=== Extracted records ===
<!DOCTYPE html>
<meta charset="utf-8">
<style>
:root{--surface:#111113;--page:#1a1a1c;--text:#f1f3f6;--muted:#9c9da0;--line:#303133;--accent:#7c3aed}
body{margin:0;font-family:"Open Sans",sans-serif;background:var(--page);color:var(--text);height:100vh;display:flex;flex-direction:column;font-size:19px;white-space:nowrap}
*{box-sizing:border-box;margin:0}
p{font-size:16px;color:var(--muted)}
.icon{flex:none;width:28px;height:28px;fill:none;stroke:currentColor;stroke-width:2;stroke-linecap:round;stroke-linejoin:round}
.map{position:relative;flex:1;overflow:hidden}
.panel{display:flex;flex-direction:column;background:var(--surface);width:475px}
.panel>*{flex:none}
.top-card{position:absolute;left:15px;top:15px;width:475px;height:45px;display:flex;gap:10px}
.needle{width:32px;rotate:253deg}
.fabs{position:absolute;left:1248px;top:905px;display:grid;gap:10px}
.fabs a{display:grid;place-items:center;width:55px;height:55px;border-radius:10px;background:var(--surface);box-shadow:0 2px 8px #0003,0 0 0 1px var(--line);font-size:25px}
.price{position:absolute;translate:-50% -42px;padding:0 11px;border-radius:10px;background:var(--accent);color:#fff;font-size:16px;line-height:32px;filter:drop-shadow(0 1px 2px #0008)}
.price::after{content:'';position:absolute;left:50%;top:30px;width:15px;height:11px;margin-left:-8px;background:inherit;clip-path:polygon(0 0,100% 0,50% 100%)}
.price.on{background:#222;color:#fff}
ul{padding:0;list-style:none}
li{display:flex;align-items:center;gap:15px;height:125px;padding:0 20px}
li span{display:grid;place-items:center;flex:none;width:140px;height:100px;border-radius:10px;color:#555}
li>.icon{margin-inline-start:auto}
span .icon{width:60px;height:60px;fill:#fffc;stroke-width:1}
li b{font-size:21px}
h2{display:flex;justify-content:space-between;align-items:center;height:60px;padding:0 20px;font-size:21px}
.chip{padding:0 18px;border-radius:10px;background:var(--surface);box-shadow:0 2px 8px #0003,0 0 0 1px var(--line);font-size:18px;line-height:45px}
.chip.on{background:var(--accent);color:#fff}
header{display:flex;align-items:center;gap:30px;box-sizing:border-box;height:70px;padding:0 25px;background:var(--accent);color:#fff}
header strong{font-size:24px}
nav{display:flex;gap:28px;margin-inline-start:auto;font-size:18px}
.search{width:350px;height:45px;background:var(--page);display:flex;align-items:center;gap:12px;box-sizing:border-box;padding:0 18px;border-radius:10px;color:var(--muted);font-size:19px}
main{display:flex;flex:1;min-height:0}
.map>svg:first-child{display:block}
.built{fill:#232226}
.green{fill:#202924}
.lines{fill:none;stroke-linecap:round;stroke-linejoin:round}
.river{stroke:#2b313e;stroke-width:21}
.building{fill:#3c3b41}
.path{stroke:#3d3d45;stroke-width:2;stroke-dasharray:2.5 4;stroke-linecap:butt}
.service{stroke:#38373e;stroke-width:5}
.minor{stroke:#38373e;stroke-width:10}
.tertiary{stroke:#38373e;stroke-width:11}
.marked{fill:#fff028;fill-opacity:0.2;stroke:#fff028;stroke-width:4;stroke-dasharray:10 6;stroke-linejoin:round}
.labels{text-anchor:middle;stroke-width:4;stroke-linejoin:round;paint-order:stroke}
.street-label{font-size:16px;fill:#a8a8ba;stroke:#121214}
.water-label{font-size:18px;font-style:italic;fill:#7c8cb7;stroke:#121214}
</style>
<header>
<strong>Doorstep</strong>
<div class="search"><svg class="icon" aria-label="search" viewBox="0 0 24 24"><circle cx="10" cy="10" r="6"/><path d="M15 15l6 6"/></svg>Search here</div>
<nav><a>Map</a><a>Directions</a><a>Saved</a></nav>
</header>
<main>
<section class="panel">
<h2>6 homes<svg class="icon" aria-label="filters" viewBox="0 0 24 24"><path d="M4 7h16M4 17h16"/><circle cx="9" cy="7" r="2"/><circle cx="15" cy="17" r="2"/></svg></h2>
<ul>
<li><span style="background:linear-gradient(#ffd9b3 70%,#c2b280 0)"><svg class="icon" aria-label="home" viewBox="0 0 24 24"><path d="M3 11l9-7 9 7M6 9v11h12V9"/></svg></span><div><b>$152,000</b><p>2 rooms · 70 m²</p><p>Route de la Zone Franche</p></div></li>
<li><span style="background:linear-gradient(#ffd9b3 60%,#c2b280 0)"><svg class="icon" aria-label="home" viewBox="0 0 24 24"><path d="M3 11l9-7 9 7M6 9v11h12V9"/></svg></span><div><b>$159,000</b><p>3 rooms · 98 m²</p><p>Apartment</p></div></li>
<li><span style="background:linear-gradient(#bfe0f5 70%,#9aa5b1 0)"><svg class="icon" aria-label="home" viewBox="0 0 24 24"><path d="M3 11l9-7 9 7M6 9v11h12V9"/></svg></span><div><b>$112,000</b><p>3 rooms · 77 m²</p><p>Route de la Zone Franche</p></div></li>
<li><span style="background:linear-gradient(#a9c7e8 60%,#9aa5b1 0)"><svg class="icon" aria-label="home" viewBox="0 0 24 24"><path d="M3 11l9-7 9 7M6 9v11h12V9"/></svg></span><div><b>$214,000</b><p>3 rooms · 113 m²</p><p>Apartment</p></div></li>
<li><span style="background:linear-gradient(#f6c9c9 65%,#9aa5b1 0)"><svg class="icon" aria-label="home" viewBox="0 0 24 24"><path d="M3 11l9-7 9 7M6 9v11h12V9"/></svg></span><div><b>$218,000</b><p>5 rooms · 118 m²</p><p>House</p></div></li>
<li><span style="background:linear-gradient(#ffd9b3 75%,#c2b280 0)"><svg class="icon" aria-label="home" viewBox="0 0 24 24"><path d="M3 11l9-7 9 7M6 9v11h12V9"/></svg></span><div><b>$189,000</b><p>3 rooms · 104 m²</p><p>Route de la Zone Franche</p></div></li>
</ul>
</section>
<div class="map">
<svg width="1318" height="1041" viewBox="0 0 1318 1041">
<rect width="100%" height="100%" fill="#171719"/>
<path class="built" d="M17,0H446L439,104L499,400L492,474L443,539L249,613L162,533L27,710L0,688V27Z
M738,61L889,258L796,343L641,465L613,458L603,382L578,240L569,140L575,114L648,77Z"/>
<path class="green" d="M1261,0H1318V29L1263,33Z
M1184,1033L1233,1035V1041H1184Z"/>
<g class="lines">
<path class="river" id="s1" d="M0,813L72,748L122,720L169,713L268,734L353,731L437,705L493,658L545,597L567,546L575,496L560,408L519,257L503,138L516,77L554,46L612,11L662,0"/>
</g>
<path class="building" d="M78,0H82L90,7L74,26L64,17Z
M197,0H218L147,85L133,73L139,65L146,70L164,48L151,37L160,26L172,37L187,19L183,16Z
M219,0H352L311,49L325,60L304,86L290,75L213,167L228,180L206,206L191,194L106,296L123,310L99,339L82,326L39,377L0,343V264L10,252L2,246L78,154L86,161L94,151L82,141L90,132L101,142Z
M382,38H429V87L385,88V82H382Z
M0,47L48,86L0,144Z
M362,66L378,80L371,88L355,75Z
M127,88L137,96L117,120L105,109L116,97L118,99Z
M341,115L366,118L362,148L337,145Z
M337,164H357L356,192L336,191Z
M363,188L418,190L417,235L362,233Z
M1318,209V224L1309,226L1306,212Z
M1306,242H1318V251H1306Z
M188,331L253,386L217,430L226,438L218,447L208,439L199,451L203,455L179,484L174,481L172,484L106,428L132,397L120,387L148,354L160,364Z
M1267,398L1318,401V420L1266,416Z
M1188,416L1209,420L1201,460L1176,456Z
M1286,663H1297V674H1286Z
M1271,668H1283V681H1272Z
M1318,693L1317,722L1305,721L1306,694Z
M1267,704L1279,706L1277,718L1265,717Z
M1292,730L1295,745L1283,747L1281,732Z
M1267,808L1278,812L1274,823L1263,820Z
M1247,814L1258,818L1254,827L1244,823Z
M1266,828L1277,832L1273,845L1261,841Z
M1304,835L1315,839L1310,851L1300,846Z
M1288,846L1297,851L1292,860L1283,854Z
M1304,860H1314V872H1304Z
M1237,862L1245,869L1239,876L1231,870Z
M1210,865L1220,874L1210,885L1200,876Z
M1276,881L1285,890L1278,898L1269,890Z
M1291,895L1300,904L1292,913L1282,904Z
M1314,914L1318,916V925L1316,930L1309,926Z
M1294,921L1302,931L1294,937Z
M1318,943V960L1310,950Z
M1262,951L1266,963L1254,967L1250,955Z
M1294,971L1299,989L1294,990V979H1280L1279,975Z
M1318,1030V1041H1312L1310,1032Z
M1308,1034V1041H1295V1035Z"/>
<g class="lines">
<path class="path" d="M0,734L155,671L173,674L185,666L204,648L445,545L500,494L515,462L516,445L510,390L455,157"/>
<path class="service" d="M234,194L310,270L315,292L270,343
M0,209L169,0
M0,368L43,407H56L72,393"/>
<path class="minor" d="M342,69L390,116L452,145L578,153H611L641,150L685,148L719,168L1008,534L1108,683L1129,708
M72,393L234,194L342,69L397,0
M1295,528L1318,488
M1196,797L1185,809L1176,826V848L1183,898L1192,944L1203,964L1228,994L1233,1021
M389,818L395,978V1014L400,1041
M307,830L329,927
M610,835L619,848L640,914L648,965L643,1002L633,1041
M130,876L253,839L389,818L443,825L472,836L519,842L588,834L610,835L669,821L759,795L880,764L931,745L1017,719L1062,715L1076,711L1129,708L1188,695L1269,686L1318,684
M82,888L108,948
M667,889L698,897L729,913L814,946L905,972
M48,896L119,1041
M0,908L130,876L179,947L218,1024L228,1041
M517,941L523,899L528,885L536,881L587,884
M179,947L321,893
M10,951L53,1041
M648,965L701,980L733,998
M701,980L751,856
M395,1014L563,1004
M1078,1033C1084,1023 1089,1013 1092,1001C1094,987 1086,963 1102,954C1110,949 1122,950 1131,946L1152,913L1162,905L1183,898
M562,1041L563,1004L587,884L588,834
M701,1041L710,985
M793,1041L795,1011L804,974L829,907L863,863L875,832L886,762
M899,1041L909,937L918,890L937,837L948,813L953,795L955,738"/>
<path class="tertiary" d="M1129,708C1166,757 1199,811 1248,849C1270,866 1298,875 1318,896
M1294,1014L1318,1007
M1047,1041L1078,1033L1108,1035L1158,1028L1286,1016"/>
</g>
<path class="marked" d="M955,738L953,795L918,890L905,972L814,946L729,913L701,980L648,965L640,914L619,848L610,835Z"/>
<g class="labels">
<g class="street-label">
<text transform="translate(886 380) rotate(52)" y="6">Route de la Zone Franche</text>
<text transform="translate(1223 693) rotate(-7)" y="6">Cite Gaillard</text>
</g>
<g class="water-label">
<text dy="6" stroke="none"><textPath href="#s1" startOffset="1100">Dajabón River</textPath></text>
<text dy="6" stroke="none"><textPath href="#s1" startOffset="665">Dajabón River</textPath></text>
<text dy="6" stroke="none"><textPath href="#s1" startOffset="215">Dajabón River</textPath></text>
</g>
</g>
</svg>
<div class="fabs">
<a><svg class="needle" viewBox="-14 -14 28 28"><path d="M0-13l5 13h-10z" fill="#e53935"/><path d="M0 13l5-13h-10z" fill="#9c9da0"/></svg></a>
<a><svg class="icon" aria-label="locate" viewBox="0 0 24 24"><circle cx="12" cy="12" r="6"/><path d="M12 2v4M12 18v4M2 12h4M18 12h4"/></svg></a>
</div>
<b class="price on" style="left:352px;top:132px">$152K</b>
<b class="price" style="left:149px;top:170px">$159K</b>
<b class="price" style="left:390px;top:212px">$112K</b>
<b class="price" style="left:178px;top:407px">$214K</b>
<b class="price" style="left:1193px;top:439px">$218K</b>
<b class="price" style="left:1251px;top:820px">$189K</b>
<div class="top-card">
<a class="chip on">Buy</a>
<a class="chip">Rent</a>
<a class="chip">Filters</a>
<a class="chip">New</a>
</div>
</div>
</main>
===
» What you will do
Which lines hold the word "fabs"? Copy each of them from the records.

» Answer section
.fabs{position:absolute;left:1248px;top:905px;display:grid;gap:10px}
.fabs a{display:grid;place-items:center;width:55px;height:55px;border-radius:10px;background:var(--surface);box-shadow:0 2px 8px #0003,0 0 0 1px var(--line);font-size:25px}
<div class="fabs">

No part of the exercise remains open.